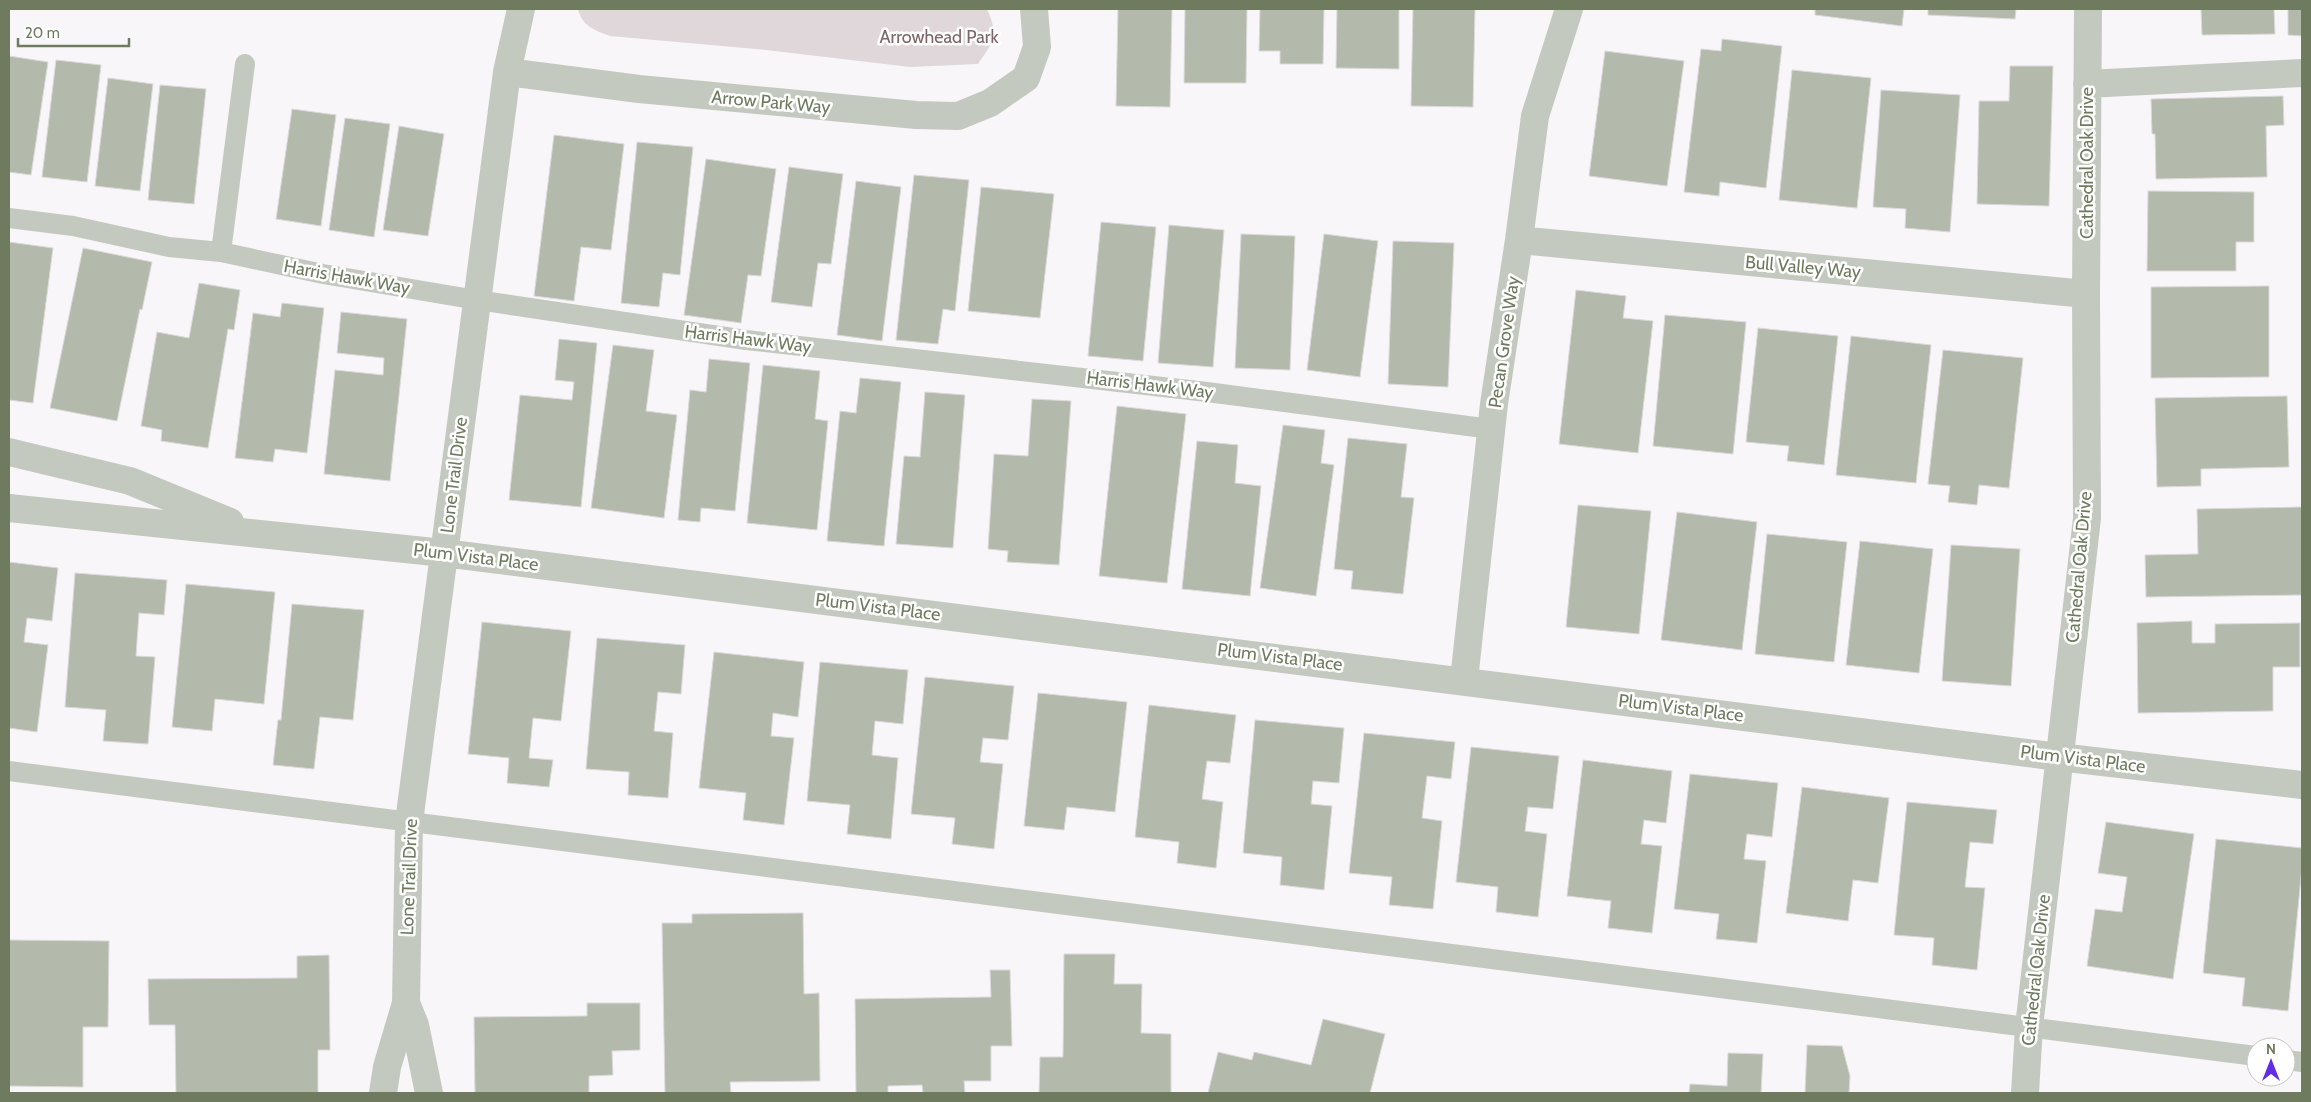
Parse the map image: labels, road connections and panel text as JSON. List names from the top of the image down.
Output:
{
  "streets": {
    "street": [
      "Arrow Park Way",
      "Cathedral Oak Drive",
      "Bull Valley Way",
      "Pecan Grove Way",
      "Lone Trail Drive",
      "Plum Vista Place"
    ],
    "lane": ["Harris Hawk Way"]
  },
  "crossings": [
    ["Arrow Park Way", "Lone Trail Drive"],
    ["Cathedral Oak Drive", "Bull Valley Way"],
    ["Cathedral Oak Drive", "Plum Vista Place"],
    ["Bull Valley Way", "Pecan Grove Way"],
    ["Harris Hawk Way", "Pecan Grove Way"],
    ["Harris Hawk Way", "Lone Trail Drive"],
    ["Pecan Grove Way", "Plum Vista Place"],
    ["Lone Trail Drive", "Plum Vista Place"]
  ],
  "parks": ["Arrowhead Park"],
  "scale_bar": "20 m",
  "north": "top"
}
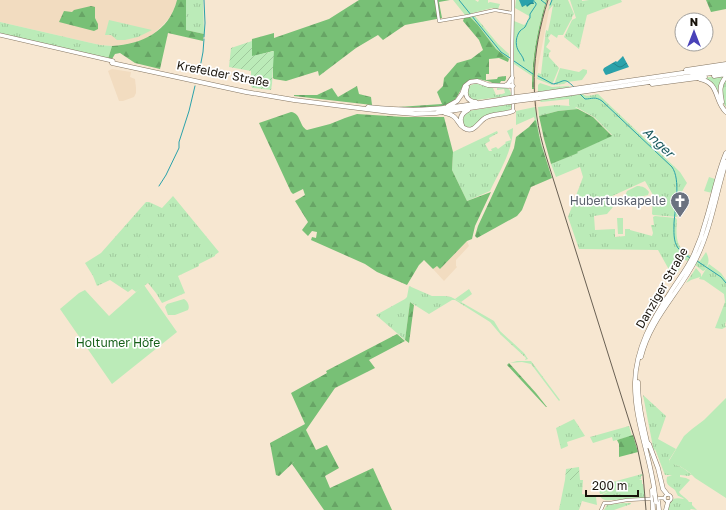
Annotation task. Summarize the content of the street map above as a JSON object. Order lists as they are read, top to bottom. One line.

□ □ □

_Requirement_
Set every line of the records down again exactly, and exclude all pictures.

_Task solution_
Parse the map image: labels, road connections and panel text as JSON. List names from the top of the image down.
Output:
{
  "streets": {
    "street": [
      "Arrow Park Way",
      "Cathedral Oak Drive",
      "Bull Valley Way",
      "Pecan Grove Way",
      "Lone Trail Drive",
      "Plum Vista Place"
    ],
    "lane": ["Harris Hawk Way"]
  },
  "crossings": [
    ["Arrow Park Way", "Lone Trail Drive"],
    ["Cathedral Oak Drive", "Bull Valley Way"],
    ["Cathedral Oak Drive", "Plum Vista Place"],
    ["Bull Valley Way", "Pecan Grove Way"],
    ["Harris Hawk Way", "Pecan Grove Way"],
    ["Harris Hawk Way", "Lone Trail Drive"],
    ["Pecan Grove Way", "Plum Vista Place"],
    ["Lone Trail Drive", "Plum Vista Place"]
  ],
  "parks": ["Arrowhead Park"],
  "scale_bar": "20 m",
  "north": "top"
}
Annotation task. Summarize the content of the street map above as a JSON object. Order lists as they are read, top to bottom. One line.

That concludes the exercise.